There is a lot of truth in your comments.
And in any discussion of a technical nature, which this is you will see a lot of finger pointing at the rules.
The whole point of the article is to refute F1 claims that it is the pinnacle of motorsport engineering technology.
There are many diffent engineering solutions, which could be used to improve racing.But all of those are a different subject to what this discussion is a actually about.
To take just one point regarding ABS.F1 cars achieve their cornering speeds by aerodynamic downforce overcoming the physics of centripital force.
Simple answer is to remove aerodynamic grip and then you will see the cars tails hanging out, and cornering abilities will be subject to the drivers skill.
So how to improve the racing is a combination of allowing innovation, different engine configurations, which will give the the cars different torque and power curves, but still remaining within the 2.4 litre and 18000 rpm limit.

CFster

Should they remove the wings altogether? It seems they have much smaller wings and much less downforce than they had 10 years ago.
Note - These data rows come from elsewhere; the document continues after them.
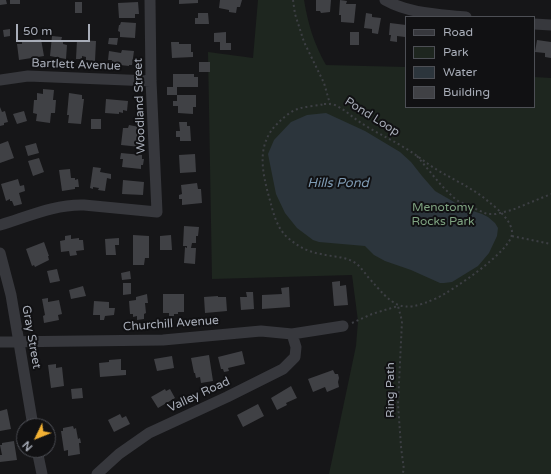 <!DOCTYPE html>
<style>
body{margin:0}
#map{position:relative;width:551px;height:474px;overflow:hidden;background:#161618;font-family:"Varela Round",sans-serif}
canvas{display:block}
.legend{position:absolute;left:405px;top:16px;width:130px;height:92px;box-sizing:border-box;background:#111113;border:1px solid #4d4f55;margin:0;padding:5px 7px;list-style:none;font-size:12px;color:#a8adb8}
.legend li{display:flex;align-items:center;gap:8px;height:20px}
.legend b{width:20px;border:1px solid #4d4f55}
.north{position:absolute;left:16px;top:418px;width:40px;height:40px;box-sizing:border-box;background:#111113;border:1px solid #4d4f55;border-radius:50%;rotate:227deg;font-size:11px;font-weight:700;line-height:16px;text-align:center;color:#a8adb8}
.north::after{content:'';display:block;margin:auto;width:14px;height:18px;background:#f2b134;clip-path:polygon(50% 0,100% 100%,50% 72%,0 100%)}
.scale{position:absolute;left:16px;top:24px;width:74px;height:18px;box-sizing:border-box;border:2px solid #a8adb8;border-top:0;padding-left:5px;font-size:12px;line-height:14px;white-space:nowrap;color:#a8adb8;-webkit-text-stroke:3px #111113;paint-order:stroke}
</style>
<div id="map">
<canvas width="551" height="474"></canvas>
<ul class="legend">
<li><b style="height:5px;background:#37383d"></b>Road</li>
<li><b style="height:11px;background:#1e261f"></b>Park</li>
<li><b style="height:11px;background:#2c353c"></b>Water</li>
<li><b style="height:11px;background:#404145"></b>Building</li>
</ul>
<div class="north">N</div>
<div class="scale">50 m</div>
</div>
<script>
const context = document.querySelector('canvas').getContext('2d');
context.lineJoin = 'round';
function fill(path, color) { context.fillStyle = color; context.fill(path, 'evenodd'); }
function strokePath(path, color, width, dash) { context.strokeStyle = color; context.lineWidth = width; context.lineCap = dash ? 'butt' : 'round'; context.setLineDash(dash || []); context.stroke(path); }
function write(font, color, halo, rows, align = 'center') {
  context.font = font + ' "Varela Round",sans-serif'; context.lineWidth = 4; context.setLineDash([]); context.textBaseline = 'middle'; context.strokeStyle = halo; context.fillStyle = color; for (const [text, x, y, turn = 0] of rows) {
    context.save(); context.translate(x, y); context.rotate((+turn || 0) * Math.PI / 180); context.textAlign = isNaN(turn) ? turn : align; if (halo) context.strokeText(text, 0, 0); context.fillText(text, 0, 0); context.restore();
  }
}
fill(new Path2D(`
 M258,0H304C308,24 314,44 326,65L406,67V107H534V77L551,78V474H329L356,346L358,321L352,275L212,279L208,52L253,58Z`), '#1e261f');
fill(new Path2D(`
 M326,113L365,131L400,152L411,162L422,176L435,191L454,202L458,206L482,214L488,217L495,223L498,228L497,236L489,253L478,266L452,282L444,283H440L411,270L385,261L374,255L365,246L319,242L313,240L297,228L285,213L276,194L268,154L274,140L291,122L307,115Z`), '#2c353c');
fill(new Path2D(`
 M0,0H6L7,4L0,5Z
 M10,0H20V4H10Z
 M179,0H198V3L179,4Z
 M220,0H242L240,7H237L236,13L229,12V10L219,8Z
 M316,0H331L330,12L321,13L320,11H316Z
 M340,0L347,1L346,4H356L354,23L341,22V15H339Z
 M75,2H82V13H75Z
 M138,2L139,14H135V18H119L118,3Z
 M198,13H208L209,24H195V18H198Z
 M366,13L372,14V17L381,18L378,34L372,33V29L364,28Z
 M121,22L136,23L135,38L120,37V32L118,31L119,25H120Z
 M390,23L406,25L405,37L397,36V42L390,41L391,35H389Z
 M10,29V36L4,37L3,30Z
 M226,32V43H231V50H220V42H214V33Z
 M350,32H359V45H350Z
 M52,36L62,37L61,41H63V44L67,45L66,59L50,56Z
 M109,38H118L117,45L108,44Z
 M41,39L44,56L19,60L17,44H22V41Z
 M77,40L96,41L95,61L86,60V57L82,56V59H76Z
 M537,40L551,42V58L545,57V53L535,52Z
 M171,42H179V44H191V52H193V57L172,58Z
 M122,50L134,51L132,65H129V66L111,64L112,60H108L109,51L121,53Z
 M199,62H210V72H199Z
 M173,74H194V77H198V87H177V95H167V87H173Z
 M43,89L54,90L53,100H56L55,113H51L50,123L36,121L37,114L33,113L34,100H37V93L43,94Z
 M69,93L82,95V99H84L81,124L68,123L69,115H67Z
 M177,95H196V107H193V114L178,113V106H173V101H177Z
 M106,99L128,101L127,111L123,110V113L119,112V114L105,113Z
 M0,107L2,112L5,111L8,122L4,123V125L0,126Z
 M24,111L27,121L17,124L13,114Z
 M91,119H101V129H91Z
 M179,122H187V126H190L191,141H180V137H176V131H180Z
 M129,125L139,127V129L143,130L141,147L121,145L123,128H128Z
 M8,141L14,158L0,163V144Z
 M36,143L39,153L28,156L25,146Z
 M121,153L142,155V159H144L143,165H141V169L122,167L123,159H120Z
 M195,154L196,172L180,173L179,155Z
 M39,158L44,172L33,176L28,161Z
 M93,167L101,168L100,172L111,174V179L107,178L105,191L98,190L99,188L93,187V189L90,188Z
 M70,169L71,178H75V180L78,179L79,187H75V189L62,191L59,170Z
 M18,179L20,186L24,185L25,191L19,193L22,204L14,206L12,201H10V199L6,201L1,184Z
 M123,180L144,182L143,195L122,194Z
 M197,183L198,189H201L202,203L182,205V199H179V195L182,194L181,185Z
 M184,226L199,227L198,236H196V243H192L191,248H196L195,264L184,263L185,247L187,248V246H183Z
 M71,235V239L79,238V240H83L84,250L76,251L77,255L70,256L69,251L61,252L60,241L65,240V236Z
 M133,235L149,236V258H145L144,265H133Z
 M171,235L172,250H160V236Z
 M119,238V245H115L116,255H106L105,239Z
 M44,242L49,256H48L49,260L35,267L34,265L32,266L26,249Z
 M57,269L60,281L50,283L47,271Z
 M130,271L131,279L122,280L121,273Z
 M340,281V286L346,285L348,305L334,306L332,282Z
 M123,283H131V294L123,295Z
 M83,286L86,296L71,299L69,290Z
 M289,287L290,307L262,309V295L282,294L281,288Z
 M246,292H253L254,309L241,310L240,297H247Z
 M147,294L148,303H145L146,313L144,314V319L137,320V316L133,317V314H130L129,301L136,300V297Z
 M163,294H184V312H178V314H174V316H169V313H163Z
 M218,296V297H226L227,311L205,313L204,297Z
 M48,298V302L59,300L62,314L58,315L59,320L44,323L43,316L45,315L42,299Z
 M94,301L109,302V308H115L114,315L105,316L104,320H100V315H93Z
 M242,351L245,364L228,368L229,371L224,372L223,369H221L218,357Z
 M209,355L213,381L201,383L200,377L196,378L195,373H194L191,358Z
 M172,356L174,368L157,371L154,359Z
 M121,359V370H126V375L100,377L99,363L109,362V360Z
 M56,364V368L62,367L64,386L51,388L48,365Z
 M333,370L335,374H338L339,378L338,382L339,387L327,392L325,387L313,392L308,379Z
 M291,386L297,398L286,403L287,405L277,410L271,398Z
 M82,388L83,398L72,399L71,389Z
 M165,389L166,391L170,389L175,398L158,408L151,397Z
 M258,404L264,416L243,427L237,415Z
 M7,409L11,429L0,431V411Z
 M120,414L122,418L126,416L130,424L114,432L108,420Z
 M73,426L74,429L76,428L78,439L80,438L81,443H79L80,454L68,456V450L64,451L61,431H63V428Z
 M14,441L17,460L0,462V455H2L0,445H2V443Z`), '#404145');
strokePath(new Path2D(`
 M293,0L295,14L304,42L324,83L330,104
 M324,104C328,104 331,104 335,105C346,110 355,120 366,126C379,134 392,140 405,148C417,155 427,164 439,171C456,181 474,189 489,202C498,209 513,222 512,234C510,252 453,290 437,298C399,315 394,306 368,277C365,273 361,268 357,264C346,256 333,257 321,254C308,252 297,246 287,237C276,227 273,211 269,197C262,171 256,144 278,123C284,117 292,110 301,108C308,106 317,106 324,104Z
 M417,156L441,185L453,197L458,201L487,214H496L512,210L551,194
 M512,236L551,244
 M352,323L372,314L398,306L402,321L398,404L401,447L404,470L402,474`), '#3d3f44', 2, [2, 3]);
strokePath(new Path2D(`
 M385,0C410,14 438,14 466,17
 M534,24L551,25
 M0,80L28,76L151,81
 M0,225C27,217 55,204 84,205L157,212L151,81L150,0
 M0,253L11,295L33,426
 M0,342L163,340L261,331L292,334L343,326
 M37,450L42,474
 M97,474L119,454L149,433L227,397L283,369L295,357L296,347L292,334`), '#37383d', 11);
write('12px', '#a8adb8', '#111113', [
 ["Bartlett Avenue",76,65,2],
 ["Woodland Street",140,106,-92],
 ["Pond Loop",372,117,32],
 ["Churchill Avenue",171,324,-4],
 ["Gray Street",31,337,80],
 ["Ring Path",391,390,-90],
 ["Valley Road",199,395,-25]
]);
write('12px', '#7fa381', '#111113', [
 ["Menotomy",443,208],
 ["Rocks Park",443,222]
]);
write('italic 13px', '#7f9bb3', '#111113', [
 ["Hills Pond",338,184]
]);
</script>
Even within the currect 2.4 liter V8 "spec" engine configuration, it's no secret some engines are making significantly more power than others. Open that rule up to support maybe a 2.4 liter V6 with turbo or something to that effect then I think that gap will widen even further. Some configurations just make more power than others while using the same displacement.

It would be very difficult to police and have the teams be competitive, which is sort of the crux of my arguement. With the restrictive rules they have now, some teams perform a lot better than others. I think that's partly due to some very high tech things they do with the restrictions they have.
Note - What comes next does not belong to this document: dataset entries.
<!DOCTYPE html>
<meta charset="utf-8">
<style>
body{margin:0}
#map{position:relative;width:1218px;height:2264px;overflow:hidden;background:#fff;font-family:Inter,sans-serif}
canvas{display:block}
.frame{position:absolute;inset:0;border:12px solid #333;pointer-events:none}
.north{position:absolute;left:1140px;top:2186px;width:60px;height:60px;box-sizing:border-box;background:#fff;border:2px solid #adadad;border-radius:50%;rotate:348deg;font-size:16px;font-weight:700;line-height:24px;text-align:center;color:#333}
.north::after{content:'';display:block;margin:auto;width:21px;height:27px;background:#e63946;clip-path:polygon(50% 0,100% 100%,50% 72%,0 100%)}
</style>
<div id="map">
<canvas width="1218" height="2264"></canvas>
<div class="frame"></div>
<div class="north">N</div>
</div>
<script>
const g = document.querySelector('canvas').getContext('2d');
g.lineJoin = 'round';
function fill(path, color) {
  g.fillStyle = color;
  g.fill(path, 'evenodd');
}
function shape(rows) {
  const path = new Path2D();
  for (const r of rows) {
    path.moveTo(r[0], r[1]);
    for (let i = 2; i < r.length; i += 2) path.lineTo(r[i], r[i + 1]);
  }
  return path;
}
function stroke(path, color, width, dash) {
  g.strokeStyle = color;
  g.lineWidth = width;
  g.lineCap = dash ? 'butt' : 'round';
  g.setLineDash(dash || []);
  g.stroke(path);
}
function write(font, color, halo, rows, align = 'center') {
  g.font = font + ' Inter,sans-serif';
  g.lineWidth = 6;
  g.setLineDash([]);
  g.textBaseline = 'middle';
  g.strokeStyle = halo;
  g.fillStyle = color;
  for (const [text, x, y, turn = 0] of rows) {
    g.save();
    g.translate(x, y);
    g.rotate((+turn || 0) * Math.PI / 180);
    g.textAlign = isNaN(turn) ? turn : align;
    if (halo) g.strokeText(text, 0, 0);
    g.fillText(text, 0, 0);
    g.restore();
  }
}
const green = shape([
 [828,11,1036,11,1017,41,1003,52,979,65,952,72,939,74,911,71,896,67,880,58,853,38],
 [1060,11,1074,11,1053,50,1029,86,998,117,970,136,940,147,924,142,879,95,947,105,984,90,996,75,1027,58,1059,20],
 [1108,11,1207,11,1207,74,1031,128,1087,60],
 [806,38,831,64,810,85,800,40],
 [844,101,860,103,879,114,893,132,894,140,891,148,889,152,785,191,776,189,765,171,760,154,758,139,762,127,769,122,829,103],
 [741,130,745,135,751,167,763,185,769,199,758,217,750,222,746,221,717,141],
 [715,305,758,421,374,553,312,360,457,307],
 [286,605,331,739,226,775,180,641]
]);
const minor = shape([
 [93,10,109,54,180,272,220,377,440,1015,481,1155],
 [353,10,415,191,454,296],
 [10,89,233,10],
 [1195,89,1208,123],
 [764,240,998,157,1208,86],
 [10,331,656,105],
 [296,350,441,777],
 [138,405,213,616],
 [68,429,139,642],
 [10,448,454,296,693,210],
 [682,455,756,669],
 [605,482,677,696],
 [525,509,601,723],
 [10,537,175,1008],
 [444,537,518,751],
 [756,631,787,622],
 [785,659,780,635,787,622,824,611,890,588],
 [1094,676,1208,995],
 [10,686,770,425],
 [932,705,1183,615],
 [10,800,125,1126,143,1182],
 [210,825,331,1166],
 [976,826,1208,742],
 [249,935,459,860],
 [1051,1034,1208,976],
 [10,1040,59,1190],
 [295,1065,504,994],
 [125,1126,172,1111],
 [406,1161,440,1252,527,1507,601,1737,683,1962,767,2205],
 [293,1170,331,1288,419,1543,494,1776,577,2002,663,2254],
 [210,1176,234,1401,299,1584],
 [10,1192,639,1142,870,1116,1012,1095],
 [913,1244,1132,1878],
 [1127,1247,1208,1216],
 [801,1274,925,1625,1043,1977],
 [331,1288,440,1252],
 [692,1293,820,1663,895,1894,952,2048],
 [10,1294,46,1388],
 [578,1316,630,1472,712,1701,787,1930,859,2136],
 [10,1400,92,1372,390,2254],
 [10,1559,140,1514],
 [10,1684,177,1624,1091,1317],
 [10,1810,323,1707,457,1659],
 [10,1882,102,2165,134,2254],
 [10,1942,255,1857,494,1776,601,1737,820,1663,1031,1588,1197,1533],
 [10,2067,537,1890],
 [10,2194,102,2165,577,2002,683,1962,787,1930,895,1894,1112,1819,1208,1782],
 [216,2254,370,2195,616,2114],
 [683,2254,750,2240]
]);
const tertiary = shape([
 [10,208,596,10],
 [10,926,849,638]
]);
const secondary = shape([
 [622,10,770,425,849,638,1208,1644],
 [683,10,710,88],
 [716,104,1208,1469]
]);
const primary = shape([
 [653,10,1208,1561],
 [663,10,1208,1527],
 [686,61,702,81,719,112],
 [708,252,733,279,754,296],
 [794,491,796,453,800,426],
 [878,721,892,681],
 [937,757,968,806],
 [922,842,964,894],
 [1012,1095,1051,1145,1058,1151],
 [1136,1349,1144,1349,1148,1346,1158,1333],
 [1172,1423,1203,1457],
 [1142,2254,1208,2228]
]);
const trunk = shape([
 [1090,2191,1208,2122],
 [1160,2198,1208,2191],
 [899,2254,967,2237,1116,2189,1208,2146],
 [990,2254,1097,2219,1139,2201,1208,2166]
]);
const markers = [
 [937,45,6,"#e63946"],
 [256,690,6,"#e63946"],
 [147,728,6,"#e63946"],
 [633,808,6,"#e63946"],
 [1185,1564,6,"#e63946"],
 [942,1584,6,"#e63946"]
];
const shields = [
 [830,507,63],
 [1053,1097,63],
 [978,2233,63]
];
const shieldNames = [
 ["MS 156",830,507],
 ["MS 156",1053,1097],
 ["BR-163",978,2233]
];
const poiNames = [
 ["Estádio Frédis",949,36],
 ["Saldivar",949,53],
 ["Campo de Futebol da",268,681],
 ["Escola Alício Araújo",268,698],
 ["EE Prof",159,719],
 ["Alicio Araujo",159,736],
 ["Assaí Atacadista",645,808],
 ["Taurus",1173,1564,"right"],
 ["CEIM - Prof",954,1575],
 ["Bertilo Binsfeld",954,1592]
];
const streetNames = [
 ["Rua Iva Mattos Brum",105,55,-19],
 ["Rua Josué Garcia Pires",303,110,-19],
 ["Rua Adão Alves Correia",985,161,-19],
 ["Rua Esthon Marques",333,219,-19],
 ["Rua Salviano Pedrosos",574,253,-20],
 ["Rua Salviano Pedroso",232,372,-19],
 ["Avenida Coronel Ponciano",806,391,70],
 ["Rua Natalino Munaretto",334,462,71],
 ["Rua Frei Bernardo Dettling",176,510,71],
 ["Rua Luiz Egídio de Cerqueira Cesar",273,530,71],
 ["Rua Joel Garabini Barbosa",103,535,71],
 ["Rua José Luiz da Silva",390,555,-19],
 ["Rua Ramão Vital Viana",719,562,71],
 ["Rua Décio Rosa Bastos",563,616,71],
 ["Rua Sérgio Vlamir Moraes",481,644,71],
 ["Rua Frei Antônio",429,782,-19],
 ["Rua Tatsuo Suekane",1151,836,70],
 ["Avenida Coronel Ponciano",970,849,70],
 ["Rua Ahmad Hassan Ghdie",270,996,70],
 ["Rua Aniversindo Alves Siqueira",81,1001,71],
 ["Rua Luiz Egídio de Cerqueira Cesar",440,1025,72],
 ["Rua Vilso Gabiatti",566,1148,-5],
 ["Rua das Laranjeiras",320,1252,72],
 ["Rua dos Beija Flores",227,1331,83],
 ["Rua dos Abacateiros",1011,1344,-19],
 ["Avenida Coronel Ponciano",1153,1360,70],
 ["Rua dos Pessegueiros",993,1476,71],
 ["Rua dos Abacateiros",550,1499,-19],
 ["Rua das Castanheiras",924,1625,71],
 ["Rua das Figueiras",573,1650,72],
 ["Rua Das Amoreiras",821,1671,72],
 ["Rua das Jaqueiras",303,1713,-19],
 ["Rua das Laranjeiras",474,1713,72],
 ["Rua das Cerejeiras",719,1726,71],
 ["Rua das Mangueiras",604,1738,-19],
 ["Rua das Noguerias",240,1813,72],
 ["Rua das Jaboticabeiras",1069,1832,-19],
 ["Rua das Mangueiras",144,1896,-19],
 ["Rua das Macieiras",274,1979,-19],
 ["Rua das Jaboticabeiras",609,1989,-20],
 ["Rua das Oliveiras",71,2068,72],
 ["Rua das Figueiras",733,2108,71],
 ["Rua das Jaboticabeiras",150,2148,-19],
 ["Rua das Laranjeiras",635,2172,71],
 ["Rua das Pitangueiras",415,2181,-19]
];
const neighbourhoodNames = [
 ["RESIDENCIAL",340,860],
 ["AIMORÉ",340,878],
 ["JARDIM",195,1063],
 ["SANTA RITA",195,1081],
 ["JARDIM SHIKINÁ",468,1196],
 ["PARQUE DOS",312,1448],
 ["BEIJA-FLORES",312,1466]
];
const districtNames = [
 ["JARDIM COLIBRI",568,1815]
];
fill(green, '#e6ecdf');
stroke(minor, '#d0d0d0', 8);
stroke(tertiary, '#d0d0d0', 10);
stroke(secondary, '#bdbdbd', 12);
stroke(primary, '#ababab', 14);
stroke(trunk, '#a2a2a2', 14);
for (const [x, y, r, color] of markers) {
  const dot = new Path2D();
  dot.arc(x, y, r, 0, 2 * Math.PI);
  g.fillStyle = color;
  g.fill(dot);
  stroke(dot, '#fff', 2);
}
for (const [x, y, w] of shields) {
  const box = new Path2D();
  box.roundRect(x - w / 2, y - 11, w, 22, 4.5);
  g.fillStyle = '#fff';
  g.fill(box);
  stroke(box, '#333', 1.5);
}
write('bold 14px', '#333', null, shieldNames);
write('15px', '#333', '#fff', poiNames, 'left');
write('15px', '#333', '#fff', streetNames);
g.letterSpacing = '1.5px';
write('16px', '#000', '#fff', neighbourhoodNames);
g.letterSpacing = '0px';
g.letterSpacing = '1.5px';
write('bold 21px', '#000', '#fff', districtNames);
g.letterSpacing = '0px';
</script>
Open those rules up and one team will be winning all the time, and we'll be longing for the days when there was only an 8 second gap between the regulars and the new teams.

sportsman

Fair points.
Firstly, I am the wrong person to ask, should they remove wings altogether.Having attended my first live GP in 1955 at just ten years old, and the subsequent pre wing years, my animosity towards wings makes me rather biased.
No I am not saying that V6 turbos and and other configurations in that sense.
Keep the V8 if you must.Although from a technical point of view it is not the best configuration.
But allow different V angles, different bore and stroke measurements, and as many valves as the team can squeeze in.
Allow freedom in CoG in reference to the reference plane.This way each team can design an engine and chassiss to suit their choice of engine characteristics.Be it a very high revving unit, still within the 18000 rpm limit delivering its power at different crankshaft speeds.Or a torquier engine which would come into its own on lower speed technical circuits.
I would without doubt at least severely limit the down force generated by wings.I would much rather see monocoque design providing downforce, but not sliding wing ground effect.
I would ban carbon brakes.But I would allow ABS.
There is a lot that could be done.Lap speeds today are totally dependent on aerodynamic grip, nothing more nothing less.
True outright top speed mean very little in terms of lap times.
So to use an expression I dislike intensely, to seperate the men from the boys,I would remove as much aerodynamic downfoce as possible.Increase mechanical grip.Allow KERS without restriction, and allow four wheel drive.
By banning carbon brakes, even with allowing ABS braking distances would be much greater.
The cars cornering speed would solely up to the drivers skill.
There is not just one single issue which causes todays proccessions.
There are many factors involved.And although F1 engines are remarkably sophisticated are very highly tuned they are not that hi tech.
The fact that they can rev to 18000 rpm and the CA2006 could rev to 20000 rpm is not really suprising.The engines have an incredibly short stroke which makes this feat not such an engineering challenge.
Modern lubricants, dynamic component balancing and the alloys that they are allowed does make a big difference.
Its a big subject, and the answers are not that easy.
Depends what you want from F1.
Me, I want to see close racing,cars with ability to pass each other.And cars which can race each other at different sections of the circuit.This ability by engineering, not by aerodynamic confines.